Lance Olsen and Gabriel Tallent are each authors who reside in Utah. SLUG‘s December Literary Issue reviews are of novels they published this year. You can find more information about them and their books at lanceolsen.com and gabrieltallent.com, respectively.


My Absolute Darling
Gabriel Tallent

Riverhead Books
Street: 08.17

From the first page of Gabriel Tallent’s My Absolute Darling, I knew I would need a dictionary open next to me. Perhaps I should have known the definition of verdigris, but it was a great tool to teach me how to read the book in the first paragraph. The description is astounding and a testament that you might not always take your high school teachers’ advice on how to write.

It is clear to me that Tallent found his literary voice in learning those basic structures of grammar then breaking all the conventions shortly thereafter. Sentences have so many uses of the word “and” that it would have received a guaranteed F in grade school.

As it turns out, Tallent may have taken a tool out of Clavell’s shed and decided that cascading sentences, strung together by three descriptors—be they actions or the things and places being actioned nearby—would be best suited for the descriptions of this rustic and creaky setting. It is decidedly beautiful, and hard not to read more than once while breathing just a bit slower.

But what of the plot? Sure, description is great and all, you may be asking, but do I care about the people experiencing such landscapes? Yes, you do—or you will if you buy it. I think that what most recent popular narratives have shown consumers-of-stories and narratives is that, if characters feel real, they warrant consideration and ought to be cared about.

It seems that the days of the who-gives-a-shit Hero No. 458 are thankfully dead, and in their place seems to be the rise the characters of literature. Turtle and Martin, the two main characters, exhibit this from the start. A simple scene where Martin tries to teach Turtle vocabulary—and then how to shoot a firearm at a playing card (inside their house, by the way)—unpacks so much about their relationship and the tension that exists between them.

The way in which Turtle verbally abuses herself and, subsequently, how Martin loses his temper in a manner that is just beyond excusable, should be the exact behavior that makes a concerned citizen’s ears perk up and more attentive.

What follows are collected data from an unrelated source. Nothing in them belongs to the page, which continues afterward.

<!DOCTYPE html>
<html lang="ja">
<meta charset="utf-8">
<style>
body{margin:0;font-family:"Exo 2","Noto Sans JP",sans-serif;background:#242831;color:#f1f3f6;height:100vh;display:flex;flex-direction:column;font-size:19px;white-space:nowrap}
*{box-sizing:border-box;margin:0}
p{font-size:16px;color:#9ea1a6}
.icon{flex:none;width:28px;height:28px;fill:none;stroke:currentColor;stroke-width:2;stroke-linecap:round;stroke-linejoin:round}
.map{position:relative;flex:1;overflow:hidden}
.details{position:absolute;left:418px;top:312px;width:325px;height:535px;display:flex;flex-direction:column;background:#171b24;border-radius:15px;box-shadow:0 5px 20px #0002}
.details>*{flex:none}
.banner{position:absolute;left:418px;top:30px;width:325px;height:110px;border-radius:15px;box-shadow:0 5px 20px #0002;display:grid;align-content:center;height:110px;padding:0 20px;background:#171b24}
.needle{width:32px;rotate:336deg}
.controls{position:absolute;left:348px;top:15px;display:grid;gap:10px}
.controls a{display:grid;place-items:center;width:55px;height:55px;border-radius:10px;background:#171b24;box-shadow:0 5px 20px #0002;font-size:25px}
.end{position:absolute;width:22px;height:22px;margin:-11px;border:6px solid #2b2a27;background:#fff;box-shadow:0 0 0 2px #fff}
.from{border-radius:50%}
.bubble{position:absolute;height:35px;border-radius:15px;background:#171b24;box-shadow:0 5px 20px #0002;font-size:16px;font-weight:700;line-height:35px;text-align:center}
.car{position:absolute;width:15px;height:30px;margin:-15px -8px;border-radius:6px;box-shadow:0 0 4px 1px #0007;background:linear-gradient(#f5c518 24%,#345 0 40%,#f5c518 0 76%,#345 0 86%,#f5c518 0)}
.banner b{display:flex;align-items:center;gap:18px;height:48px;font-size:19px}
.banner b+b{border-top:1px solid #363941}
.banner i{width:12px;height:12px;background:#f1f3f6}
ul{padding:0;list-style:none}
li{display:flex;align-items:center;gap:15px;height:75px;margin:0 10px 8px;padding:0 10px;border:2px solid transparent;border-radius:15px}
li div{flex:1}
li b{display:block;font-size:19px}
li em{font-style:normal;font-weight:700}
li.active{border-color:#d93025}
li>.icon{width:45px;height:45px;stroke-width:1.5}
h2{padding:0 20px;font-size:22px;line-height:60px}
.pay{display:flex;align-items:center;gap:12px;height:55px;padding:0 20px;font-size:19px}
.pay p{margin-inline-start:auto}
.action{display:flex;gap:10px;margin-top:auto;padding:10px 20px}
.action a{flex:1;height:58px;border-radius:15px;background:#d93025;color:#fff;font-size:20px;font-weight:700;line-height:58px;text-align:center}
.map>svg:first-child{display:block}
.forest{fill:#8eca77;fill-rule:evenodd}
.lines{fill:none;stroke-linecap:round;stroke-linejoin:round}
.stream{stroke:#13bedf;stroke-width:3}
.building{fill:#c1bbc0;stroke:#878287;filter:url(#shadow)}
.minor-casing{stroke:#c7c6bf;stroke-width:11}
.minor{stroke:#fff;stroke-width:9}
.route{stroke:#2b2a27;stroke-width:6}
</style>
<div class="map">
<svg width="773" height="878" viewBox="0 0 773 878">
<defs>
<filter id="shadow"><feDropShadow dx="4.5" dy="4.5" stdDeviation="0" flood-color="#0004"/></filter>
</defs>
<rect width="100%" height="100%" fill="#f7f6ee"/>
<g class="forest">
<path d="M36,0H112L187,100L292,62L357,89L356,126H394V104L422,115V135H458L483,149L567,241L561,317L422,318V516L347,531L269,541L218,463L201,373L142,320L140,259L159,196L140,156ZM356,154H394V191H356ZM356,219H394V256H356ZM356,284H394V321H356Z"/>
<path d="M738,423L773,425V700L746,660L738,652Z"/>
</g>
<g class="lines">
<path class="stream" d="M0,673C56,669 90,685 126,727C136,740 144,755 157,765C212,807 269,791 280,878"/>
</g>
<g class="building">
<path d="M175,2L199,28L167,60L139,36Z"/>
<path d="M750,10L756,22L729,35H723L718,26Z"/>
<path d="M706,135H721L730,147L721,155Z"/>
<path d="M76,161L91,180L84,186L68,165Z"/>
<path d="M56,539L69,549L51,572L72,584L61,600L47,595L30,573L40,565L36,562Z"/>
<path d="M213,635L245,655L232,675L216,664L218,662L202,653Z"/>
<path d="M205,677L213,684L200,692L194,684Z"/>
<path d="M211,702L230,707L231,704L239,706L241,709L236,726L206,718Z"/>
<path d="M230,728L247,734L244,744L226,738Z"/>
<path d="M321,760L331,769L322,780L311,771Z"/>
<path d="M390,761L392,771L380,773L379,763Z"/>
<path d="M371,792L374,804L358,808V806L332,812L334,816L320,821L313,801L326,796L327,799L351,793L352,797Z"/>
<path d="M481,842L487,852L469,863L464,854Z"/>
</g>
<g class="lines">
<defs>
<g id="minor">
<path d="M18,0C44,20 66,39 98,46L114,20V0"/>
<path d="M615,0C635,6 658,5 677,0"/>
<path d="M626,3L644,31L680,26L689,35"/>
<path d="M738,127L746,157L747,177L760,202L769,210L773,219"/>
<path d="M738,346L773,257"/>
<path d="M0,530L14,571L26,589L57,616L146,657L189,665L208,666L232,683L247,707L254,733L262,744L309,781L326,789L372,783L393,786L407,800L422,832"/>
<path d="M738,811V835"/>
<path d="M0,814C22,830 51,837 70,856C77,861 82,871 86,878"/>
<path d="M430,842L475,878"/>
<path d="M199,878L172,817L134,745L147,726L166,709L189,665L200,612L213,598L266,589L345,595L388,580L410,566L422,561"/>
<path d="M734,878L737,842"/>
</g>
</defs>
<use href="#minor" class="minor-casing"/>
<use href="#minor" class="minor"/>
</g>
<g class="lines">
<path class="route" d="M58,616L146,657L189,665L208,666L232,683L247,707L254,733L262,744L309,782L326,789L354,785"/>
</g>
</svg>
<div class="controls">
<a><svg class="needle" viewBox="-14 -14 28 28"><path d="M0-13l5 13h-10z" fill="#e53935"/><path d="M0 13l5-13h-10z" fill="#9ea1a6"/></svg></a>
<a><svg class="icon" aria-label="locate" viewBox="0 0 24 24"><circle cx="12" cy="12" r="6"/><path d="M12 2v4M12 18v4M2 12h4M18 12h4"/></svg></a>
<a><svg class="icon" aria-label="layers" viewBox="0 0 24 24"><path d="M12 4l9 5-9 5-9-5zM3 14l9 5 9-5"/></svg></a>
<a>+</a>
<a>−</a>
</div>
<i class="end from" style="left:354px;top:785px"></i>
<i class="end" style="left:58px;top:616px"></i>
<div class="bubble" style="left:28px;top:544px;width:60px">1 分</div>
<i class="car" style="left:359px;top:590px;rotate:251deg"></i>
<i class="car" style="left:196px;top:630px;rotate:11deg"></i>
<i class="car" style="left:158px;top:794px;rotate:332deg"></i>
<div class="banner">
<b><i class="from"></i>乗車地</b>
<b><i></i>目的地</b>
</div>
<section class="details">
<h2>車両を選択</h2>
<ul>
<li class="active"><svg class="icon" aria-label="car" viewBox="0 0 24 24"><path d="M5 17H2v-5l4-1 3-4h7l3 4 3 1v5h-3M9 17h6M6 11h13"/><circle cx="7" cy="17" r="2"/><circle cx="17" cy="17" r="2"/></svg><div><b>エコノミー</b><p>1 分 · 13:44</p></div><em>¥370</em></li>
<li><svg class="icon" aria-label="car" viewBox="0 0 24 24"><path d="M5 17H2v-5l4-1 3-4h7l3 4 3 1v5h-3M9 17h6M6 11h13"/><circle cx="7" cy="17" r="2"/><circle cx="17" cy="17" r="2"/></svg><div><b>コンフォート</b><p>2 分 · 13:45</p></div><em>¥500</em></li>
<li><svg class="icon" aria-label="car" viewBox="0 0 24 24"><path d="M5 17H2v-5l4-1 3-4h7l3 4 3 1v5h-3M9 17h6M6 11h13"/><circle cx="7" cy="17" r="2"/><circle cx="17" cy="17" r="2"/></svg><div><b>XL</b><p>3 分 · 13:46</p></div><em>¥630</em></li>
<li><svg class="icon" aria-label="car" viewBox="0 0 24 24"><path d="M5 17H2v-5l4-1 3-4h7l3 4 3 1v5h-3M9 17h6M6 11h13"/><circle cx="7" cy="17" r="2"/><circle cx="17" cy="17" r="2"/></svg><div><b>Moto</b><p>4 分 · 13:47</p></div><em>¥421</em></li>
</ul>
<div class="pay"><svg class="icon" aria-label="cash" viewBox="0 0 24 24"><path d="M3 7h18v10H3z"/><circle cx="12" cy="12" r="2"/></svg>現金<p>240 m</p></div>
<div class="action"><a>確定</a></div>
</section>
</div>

Tallent employs this to great effect, playing on our worries of the parent that’s just a little too out of line at the midday-McDonald’s playground. Only, in My Absolute Darling, that’s just the surface.

Not enough books are about bravery. Well, I should rephrase, not enough books are about the right kind of bravery. We get plenty of superhero bravery, plenty of Vin Diesel–jumping-out-of-cars bravery, but we do not get enough stories about the bravery of those who have not had the chance to exercise that ability.

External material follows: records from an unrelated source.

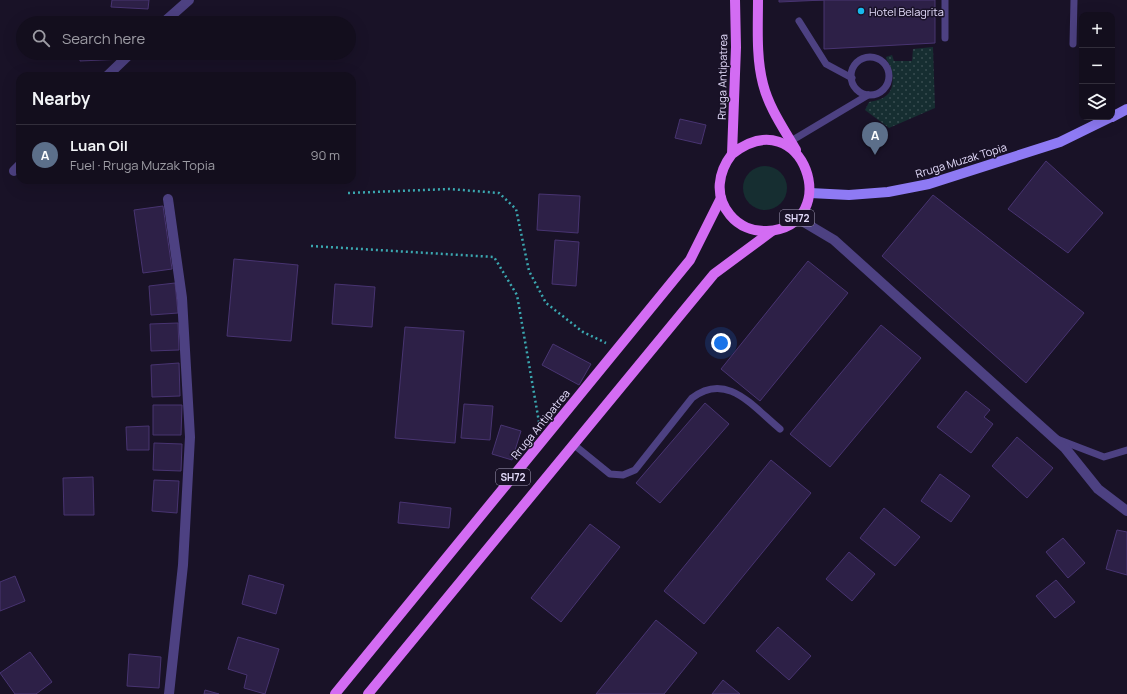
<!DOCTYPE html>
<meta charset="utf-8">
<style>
:root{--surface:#130e1d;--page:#1c1726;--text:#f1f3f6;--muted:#9d9ca4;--line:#322e3b;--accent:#18b9ec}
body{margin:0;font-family:Manrope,sans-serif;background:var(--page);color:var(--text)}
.controls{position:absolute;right:12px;top:12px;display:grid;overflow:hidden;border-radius:8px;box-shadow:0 4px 16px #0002}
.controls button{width:36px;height:36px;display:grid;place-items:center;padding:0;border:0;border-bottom:1px solid var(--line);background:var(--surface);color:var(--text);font:20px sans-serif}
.you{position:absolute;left:721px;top:343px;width:14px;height:14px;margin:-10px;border:3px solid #fff;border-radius:50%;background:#1a73e8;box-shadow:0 0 0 6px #1a73e833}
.badge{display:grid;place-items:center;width:26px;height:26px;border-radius:50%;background:var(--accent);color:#fff;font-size:13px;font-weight:700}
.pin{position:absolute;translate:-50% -33px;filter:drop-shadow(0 1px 2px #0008)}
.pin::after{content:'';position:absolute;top:21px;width:14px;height:12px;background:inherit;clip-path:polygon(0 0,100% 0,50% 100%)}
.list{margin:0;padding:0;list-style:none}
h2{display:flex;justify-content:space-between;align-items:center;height:52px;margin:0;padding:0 16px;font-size:17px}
h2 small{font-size:13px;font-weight:400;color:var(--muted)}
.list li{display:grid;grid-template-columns:26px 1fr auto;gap:12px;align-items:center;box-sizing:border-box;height:60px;padding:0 16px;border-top:1px solid var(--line)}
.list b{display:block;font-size:15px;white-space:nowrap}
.list p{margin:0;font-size:13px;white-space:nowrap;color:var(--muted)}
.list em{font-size:13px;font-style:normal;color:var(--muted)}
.icon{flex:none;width:22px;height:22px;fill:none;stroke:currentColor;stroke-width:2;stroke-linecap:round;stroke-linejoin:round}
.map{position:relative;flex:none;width:1127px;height:694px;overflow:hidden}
.search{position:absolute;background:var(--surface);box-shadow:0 4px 16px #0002;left:16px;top:16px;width:340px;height:44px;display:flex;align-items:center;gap:10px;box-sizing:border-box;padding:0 14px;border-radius:22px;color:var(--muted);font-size:15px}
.panel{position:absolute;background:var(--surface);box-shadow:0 4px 16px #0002;left:16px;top:72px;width:340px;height:112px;border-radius:12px}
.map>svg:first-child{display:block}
.grass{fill:#162e31}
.park{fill:url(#park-dots)}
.building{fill:#2d2047;stroke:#483471}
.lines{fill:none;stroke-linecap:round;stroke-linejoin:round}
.path{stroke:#3ba8b1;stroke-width:2.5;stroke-dasharray:2 3;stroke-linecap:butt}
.lane{stroke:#4d4182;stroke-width:7}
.street{stroke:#4d4182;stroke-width:10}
.secondary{stroke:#8e7af4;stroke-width:10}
.primary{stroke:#d36cf3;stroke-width:10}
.poi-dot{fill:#18b9ec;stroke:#191227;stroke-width:1.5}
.labels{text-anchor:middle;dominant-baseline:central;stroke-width:3;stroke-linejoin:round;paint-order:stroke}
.shield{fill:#191227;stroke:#a79fbc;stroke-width:1}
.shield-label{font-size:10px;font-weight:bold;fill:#e4dcfc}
.poi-label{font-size:11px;fill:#e4dcfc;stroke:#191227;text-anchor:start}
.street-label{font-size:11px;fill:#e4dcfc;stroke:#191227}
</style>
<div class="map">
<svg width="1127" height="694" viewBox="0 0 1127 694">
<defs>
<pattern id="park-dots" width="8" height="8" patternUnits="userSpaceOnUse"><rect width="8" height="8" fill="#162e31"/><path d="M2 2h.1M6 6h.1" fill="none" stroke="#384c50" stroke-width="1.8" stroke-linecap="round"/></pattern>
</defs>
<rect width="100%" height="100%" fill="#191227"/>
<circle class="grass" cx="765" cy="188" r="22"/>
<path class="park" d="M 933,47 L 935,108 L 889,128 L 865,110 L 869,102 C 890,99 896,89 891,68 C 890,64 887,62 886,57 L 892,55 L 894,61 L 912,61 L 913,49 Z"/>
<g class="building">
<polygon points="112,0 149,0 148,9 111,7"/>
<polygon points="779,0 935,0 935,43 824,49 824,0 779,2"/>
<polygon points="80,53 124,53 124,59 80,61"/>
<polygon points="680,119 706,125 701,144 675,138"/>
<polygon points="1046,161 1103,213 1068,253 1008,209"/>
<polygon points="539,194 580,196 578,233 537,230"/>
<polygon points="933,195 1084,313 1026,383 882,256"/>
<polygon points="163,206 172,269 143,273 134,210"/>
<polygon points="555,240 579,242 576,286 552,284"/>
<polygon points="234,259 298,265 291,341 227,336"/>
<polygon points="808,261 848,293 760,401 721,369"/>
<polygon points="175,283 178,313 151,315 149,286"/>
<polygon points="335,284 375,287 372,327 332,324"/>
<polygon points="178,323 179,350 151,351 150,324"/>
<polygon points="881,325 921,358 830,467 790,434"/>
<polygon points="405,327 464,331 455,443 395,438"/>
<polygon points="553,344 591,364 579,385 542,365"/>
<polygon points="179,363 180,396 152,397 151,365"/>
<polygon points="966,391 990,410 984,417 993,424 971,453 937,427"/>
<polygon points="705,403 729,424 660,503 636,483"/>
<polygon points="464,404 493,406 490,440 461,438"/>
<polygon points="153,405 182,405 181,435 153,435"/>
<polygon points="501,425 521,431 512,460 492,454"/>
<polygon points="149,426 149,450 127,450 126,427"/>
<polygon points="1017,437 1053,468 1027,498 992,466"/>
<polygon points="154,443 182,444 181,471 153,470"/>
<polygon points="771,460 811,493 704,624 664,591"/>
<polygon points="940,474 970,496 951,522 921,501"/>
<polygon points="93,477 94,515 64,515 63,478"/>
<polygon points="154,480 179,481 177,513 152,511"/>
<polygon points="400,502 451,508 449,528 398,523"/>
<polygon points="884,508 920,537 895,566 860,538"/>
<polygon points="590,524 620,547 561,622 531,598"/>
<polygon points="1117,530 1127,532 1127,575 1106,569"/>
<polygon points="1063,538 1085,563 1068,578 1046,552"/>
<polygon points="849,552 875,574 852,601 826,579"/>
<polygon points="249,575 284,585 276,614 242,604"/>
<polygon points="15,576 25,601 0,611 0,582"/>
<polygon points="1056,580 1075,602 1055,618 1036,596"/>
<polygon points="656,620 697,653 664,694 596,694"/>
<polygon points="778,627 811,656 789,680 756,651"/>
<polygon points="238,637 279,649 265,694 244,688 247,675 228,669"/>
<polygon points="30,652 52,682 36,694 15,694 0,673"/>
<polygon points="129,654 161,657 159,688 127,686"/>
<polygon points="723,680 740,694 712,694"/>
<polygon points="205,690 219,694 204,694"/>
</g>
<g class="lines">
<g class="path">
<polyline points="348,193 449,189 499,193 516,209 529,271 546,303 583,332 606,343"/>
<polyline points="311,246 494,257 517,295 539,422"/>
</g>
<g class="lane">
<polyline points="945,0 945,38"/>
<polyline points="799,21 826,64 852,78"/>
<polyline points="1073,44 1074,0"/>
<circle cx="870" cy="76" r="19"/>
<polyline points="791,141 868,95"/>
<polyline points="1057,439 1104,457 1127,450"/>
<path d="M 573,444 L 610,474 L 623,475 L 635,470 L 692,398 C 727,371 753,407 780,429"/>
</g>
<g class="street">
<polyline points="163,23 189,0"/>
<polyline points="107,76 131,53"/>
<polyline points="14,171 20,165"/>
<polyline points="168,199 182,298 190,437 183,565 169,694"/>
<polyline points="797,218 834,240 1065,448 1098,489 1127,511"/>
</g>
<g class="secondary">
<polyline points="1112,117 1127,109"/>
<polyline points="810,193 849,195 888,192 929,184 1060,142 1111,117"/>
</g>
<g class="primary">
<path d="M 758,0 C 758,27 756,57 763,84 C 769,108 784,129 796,150"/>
<path d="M 732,154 C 803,98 846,226 767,231 C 753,232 739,226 730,215 C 714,196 718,172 732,154 L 736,47 L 735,0"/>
<polyline points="335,694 690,260 721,198"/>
<polyline points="368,694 714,274 772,231"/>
</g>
</g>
<circle class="poi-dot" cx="861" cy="11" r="4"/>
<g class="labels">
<g class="shield">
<rect x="780" y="210" width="34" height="16" rx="3"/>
<rect x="496" y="469" width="34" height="16" rx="3"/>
</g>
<g class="shield-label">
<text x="797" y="218">SH72</text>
<text x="513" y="477">SH72</text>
</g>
<g class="poi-label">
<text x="869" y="11">Hotel Belagrita</text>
</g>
<g class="street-label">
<text transform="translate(722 77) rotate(-89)">Rruga Antipatrea</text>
<text transform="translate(961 160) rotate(-17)">Rruga Muzak Topia</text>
<text transform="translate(540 424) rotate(-51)">Rruga Antipatrea</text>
</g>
</g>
</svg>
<div class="controls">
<button>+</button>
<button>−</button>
<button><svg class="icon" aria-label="layers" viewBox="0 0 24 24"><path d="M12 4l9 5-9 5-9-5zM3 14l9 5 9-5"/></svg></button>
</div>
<div class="you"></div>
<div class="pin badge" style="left:875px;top:155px;background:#5c6f8a">A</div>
<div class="search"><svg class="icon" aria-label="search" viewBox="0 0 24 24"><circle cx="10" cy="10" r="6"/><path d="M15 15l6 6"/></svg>Search here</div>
<section class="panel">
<h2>Nearby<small></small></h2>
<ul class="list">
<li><span class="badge" style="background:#5c6f8a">A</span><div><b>Luan Oil</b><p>Fuel · Rruga Muzak Topia</p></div><em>90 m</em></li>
</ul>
</section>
</div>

Without straying too far into spoiler territory—because I really do want you to read this book—the topics of feminism, abuse and internal strength in the face of adversity are paramount to the narrative. If you are the type of person who is titillated by this, well, you know what to do.

That is not to say this book is a universal buy, though, as some may be turned off by how dark and, frankly, horrifying it is. Abuse is not told behind a curtain or a sharp cut away from the violence like in film. It is in your face, forcing you to experience it, and you must, otherwise you will not be reading this book at its ultimate intention. You can pick My Absolute Darling up in book stores everywhere.